Le réseau de neurones, dans son principe, s’inspire au moins en partie du fonctionnement connu du cerveau humain. Il utilise, sous forme numérique, un ensemble d’un très grand nombre d’objets informatiques (appelés "nœuds"), dotés de paramètres ajustables, et reliés entre eux (d’où le nom de "réseau"). Au cours d’une période dite "d’apprentissage" (ou "entraînement"), cet ensemble de neurones va traiter les données fournies (la "base d’apprentissage"), puis, sous l’injonction d’une commande en entrée (un "prompt") produire une sortie, par exemple du texte ou une image. Cette sortie sera ensuite évaluée au regard de paramètres de performance. Puis le traitement sera reproduit en ajustant les paramètres contenus dans les nœuds, avec pour objectif d’améliorer la sortie. Ainsi, après de nombreux cycles, peu à peu, le réseau de neurones deviendra progressivement de plus en plus performant, jusqu’à fournir un résultat acceptable.

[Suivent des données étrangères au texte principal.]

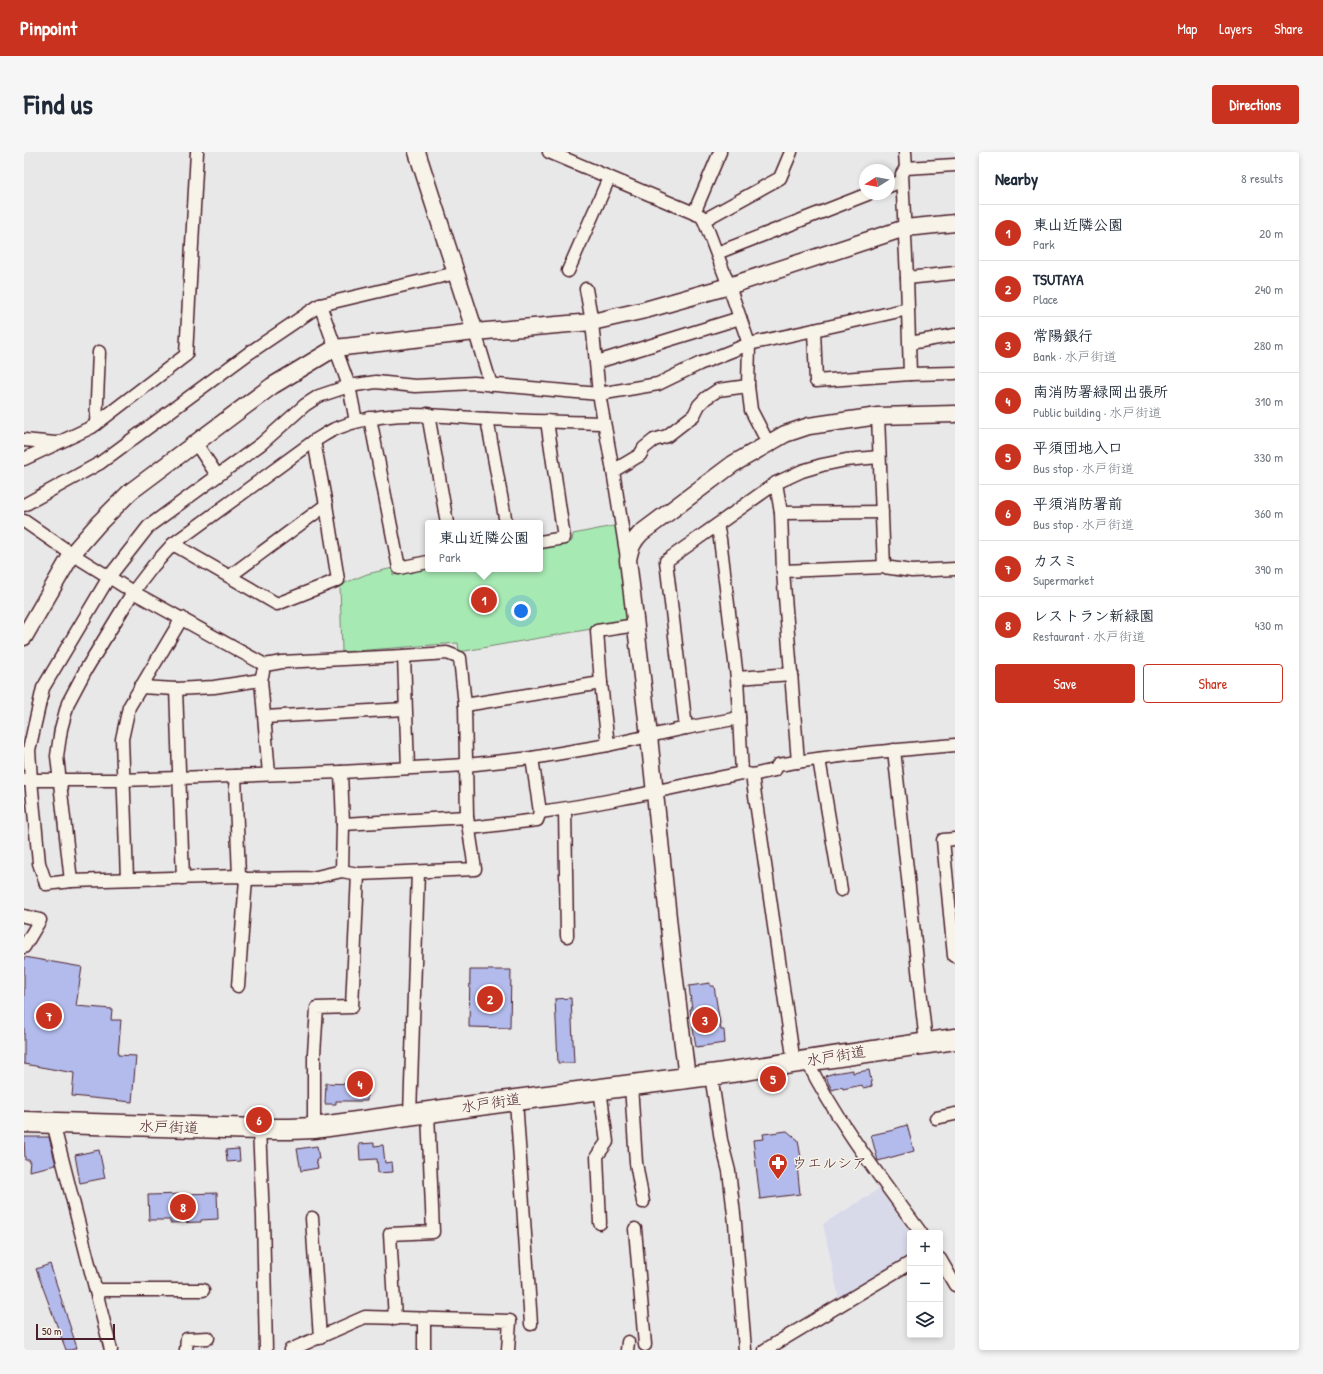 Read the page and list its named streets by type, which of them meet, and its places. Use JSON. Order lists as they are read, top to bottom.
{
  "streets": {
    "main road": ["水戸街道"]
  },
  "places": {
    "pharmacy": ["ウエルシア"]
  },
  "scale_bar": "50 m",
  "north": "left",
  "page": {
    "header": "Pinpoint",
    "nav": ["Map", "Layers", "Share"],
    "title": "Find us",
    "buttons": [
      "Directions",
      ["Save", "Share"]
    ],
    "heading": ["Nearby", "8 results"],
    "list": [
      {
        "mark": "1",
        "name": "東山近隣公園",
        "note": "Park",
        "value": "20 m"
      },
      {
        "mark": "2",
        "name": "TSUTAYA",
        "note": "Place",
        "value": "240 m"
      },
      {
        "mark": "3",
        "name": "常陽銀行",
        "note": "Bank · 水戸街道",
        "value": "280 m"
      },
      {
        "mark": "4",
        "name": "南消防署緑岡出張所",
        "note": "Public building · 水戸街道",
        "value": "310 m"
      },
      {
        "mark": "5",
        "name": "平須団地入口",
        "note": "Bus stop · 水戸街道",
        "value": "330 m"
      },
      {
        "mark": "6",
        "name": "平須消防署前",
        "note": "Bus stop · 水戸街道",
        "value": "360 m"
      },
      {
        "mark": "7",
        "name": "カスミ",
        "note": "Supermarket",
        "value": "390 m"
      },
      {
        "mark": "8",
        "name": "レストラン新緑園",
        "note": "Restaurant · 水戸街道",
        "value": "430 m"
      }
    ],
    "popup": ["東山近隣公園", "Park"],
    "pins": [
      "1",
      "2",
      "7",
      "3",
      "5",
      "4",
      "6",
      "8"
    ],
    "map_buttons": ["+", "−"],
    "scale": "50 m"
  }
} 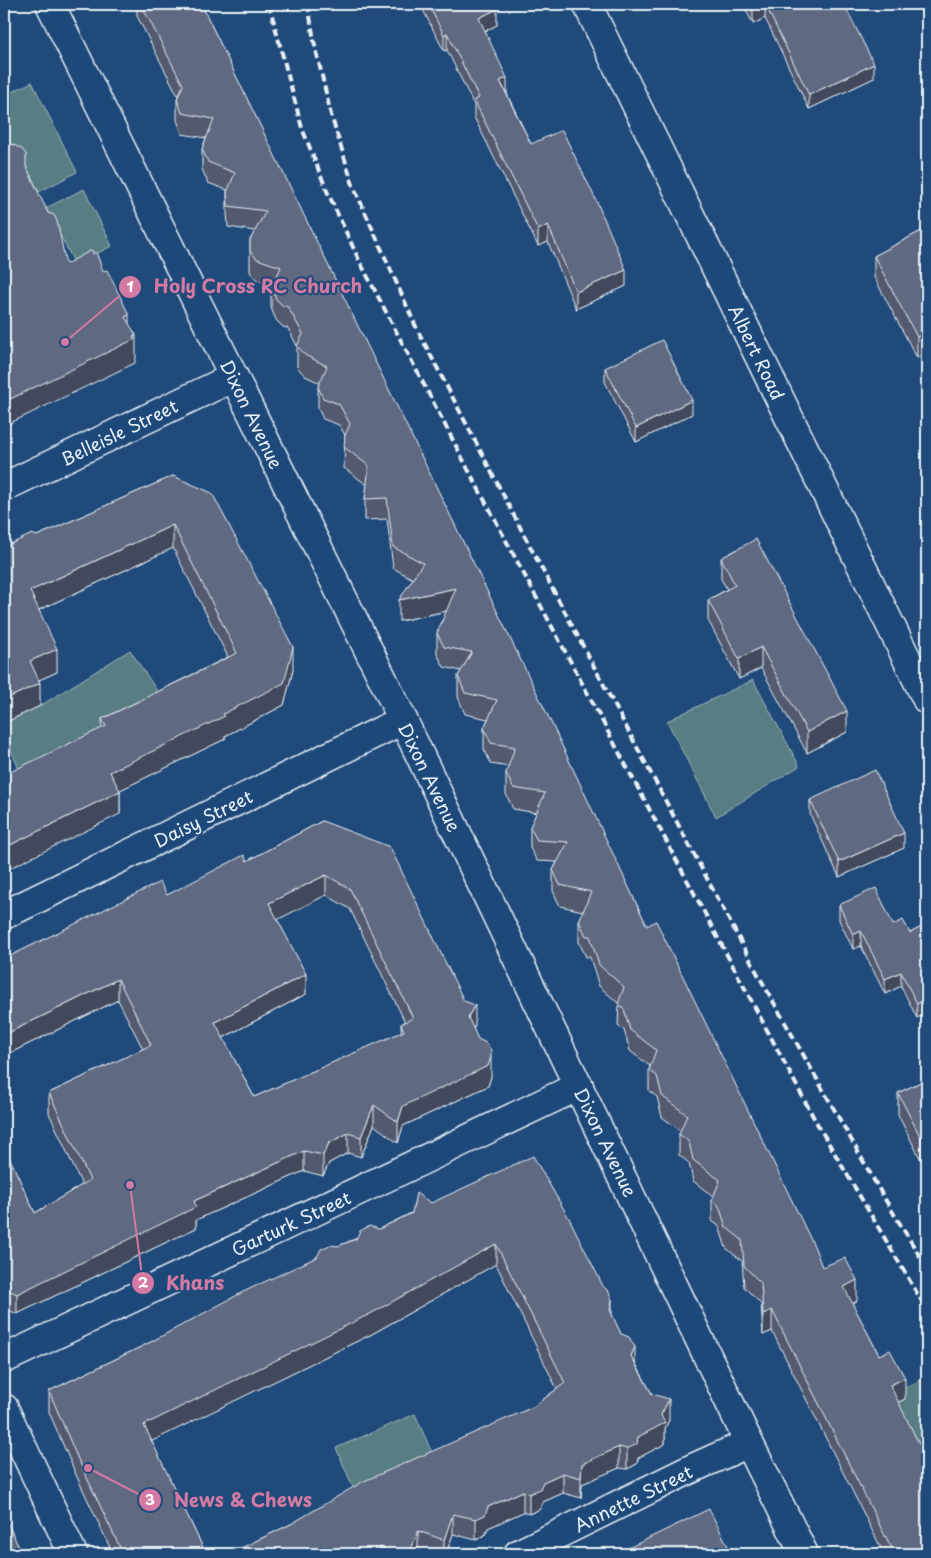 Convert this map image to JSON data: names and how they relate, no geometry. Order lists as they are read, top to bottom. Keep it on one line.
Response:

La qualité du résultat sera fonction d’une part de la qualité et de la taille de la base d'apprentissage (eg des textes issus d’articles, de livres ou d’internet), mais aussi de la taille du réseau lui-même, c’est-à-dire du nombre de noeuds et de paramètres ajustables. Le choix des algorithmes d’apprentissage entre également en jeu. Ainsi, on a pu le constater, la qualité des productions IA n’a cessé de s’améliorer ces quelques dernières années. Pour l’illustrer, on propose la Figure 1, qui compare la sortie de Myd Journey, entre ses différentes versions de la V1 (sortie en février 2022) à la V6 (sortie en décembre 2023).
Le prompt qui a été utilisé en entrée de l’IA pour ces images est très simple : "a plane" (un avion), et la sortie consiste en une mosaïque de 4 images placées en carré. On constate que dans les trois premières versions, la sortie ressemble à peine à un avion, on distingue peut-être une aile, un empennage, un ciel et des nuages. Puis dans la V4, cela s’améliore, même si l’avion n’est pas encore bien réaliste : il est déformé, ne vole pas, semble fondu dans le sol et comporte de bien étranges excroissances. Puis, dans les versions V5 et V6, le rendu est de bien meilleure qualité, et l’on reconnaît sans le moindre doute un avion.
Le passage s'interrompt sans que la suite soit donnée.